The Rosbalt commentator says that the power vertical at the core of the Putin system has been built on the basis of more or less informal understandings rather than on the basis of constitutions or laws. Thus, whatever defects the constitution has – and it has many, he says – it didn’t provide the road map to today (rosbalt.ru/blogs/2018/12/12/1752413.html).

“The 1993 Constitution is the first Basic Law in Russian history, the initiators of which seriously intended to live and work within its framework. And for a good decade,” Shelin continues, “it could be called effective” in that regard. Indeed, it put into legal form the results of “the small civil war” which had occurred two months before.

And it did so in a remarkable way. “The victors at that time did not seek to make their rule absolute,” and they made it clear by the document they drafted, approved and for a time lived under, “wanted to construct a society of a contemporary type.” The Constitution reflects both of these things.

The constitution combines both a clear definition of rights, so clear that proclaiming them now in the streets could invite arrest, and a clear definition of the powers of the president to control many things, something Putin certainly wants to emphasize. But there is no simple answer to whether the 1993 document ineluctably led to Putinism.

“In October 1993,” Shelin says, “the presidential power won a victory in a difficult struggle and one of these tasks … was to ensure that such a struggle would not begin again, but the authorities did not attempt to legalize its role as the only power in the country.” Instead, it created a number of centers of power under the president.

But that is not the basic problem of the constitution. Its basic weaknesses concern federalism. “At some points, the subjects of the Federation are presented almost as autonomous states, but in others as territories entirely run from above.” The constitution did not resolve these disputes which had roiled the political scene in the early 1990s but simply put them on hold.
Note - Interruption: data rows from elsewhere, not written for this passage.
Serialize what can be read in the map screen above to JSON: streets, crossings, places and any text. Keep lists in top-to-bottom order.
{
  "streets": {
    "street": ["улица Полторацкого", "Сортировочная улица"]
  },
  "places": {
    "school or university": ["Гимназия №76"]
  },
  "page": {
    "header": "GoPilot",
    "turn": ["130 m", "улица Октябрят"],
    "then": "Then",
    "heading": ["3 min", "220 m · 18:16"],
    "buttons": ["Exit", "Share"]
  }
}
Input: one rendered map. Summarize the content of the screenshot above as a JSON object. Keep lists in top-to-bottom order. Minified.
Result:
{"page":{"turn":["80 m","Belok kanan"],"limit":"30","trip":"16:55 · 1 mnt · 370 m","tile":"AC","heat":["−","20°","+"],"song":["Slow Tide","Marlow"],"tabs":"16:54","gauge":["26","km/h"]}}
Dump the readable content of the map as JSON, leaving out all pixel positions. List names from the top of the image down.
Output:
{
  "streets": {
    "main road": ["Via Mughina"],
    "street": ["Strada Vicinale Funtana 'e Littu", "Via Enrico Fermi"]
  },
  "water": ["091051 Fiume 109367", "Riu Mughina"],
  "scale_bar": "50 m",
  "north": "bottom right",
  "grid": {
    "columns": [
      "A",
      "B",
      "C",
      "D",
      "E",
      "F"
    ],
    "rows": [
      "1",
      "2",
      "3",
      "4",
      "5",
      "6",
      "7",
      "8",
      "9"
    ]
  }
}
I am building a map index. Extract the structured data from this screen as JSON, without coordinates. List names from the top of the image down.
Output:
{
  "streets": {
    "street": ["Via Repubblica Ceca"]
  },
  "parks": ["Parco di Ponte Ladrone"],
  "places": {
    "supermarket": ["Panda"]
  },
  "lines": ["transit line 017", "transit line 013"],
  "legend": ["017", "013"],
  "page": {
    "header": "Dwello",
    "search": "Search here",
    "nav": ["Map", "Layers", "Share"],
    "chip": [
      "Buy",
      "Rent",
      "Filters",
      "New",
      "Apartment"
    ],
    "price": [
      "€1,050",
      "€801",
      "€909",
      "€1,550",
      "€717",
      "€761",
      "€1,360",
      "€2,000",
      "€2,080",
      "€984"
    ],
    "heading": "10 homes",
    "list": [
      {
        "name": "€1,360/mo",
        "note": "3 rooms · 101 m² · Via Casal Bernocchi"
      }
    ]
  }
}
Despite its references to a single power system, Shelin says, “the Basic Law would not have interfered with the division of powers and the strengthening of rights if the country had wanted to move in that direction.” A quarter of a century ago, it looked like that might be a possibility. But that hasn’t happened.

“Today,” Shelin concludes, the 1993 Constitution is a monument to our 1990s, with all their unachieved hopes and missed opportunities.” It was not in and of itself a road map to where Russia is now.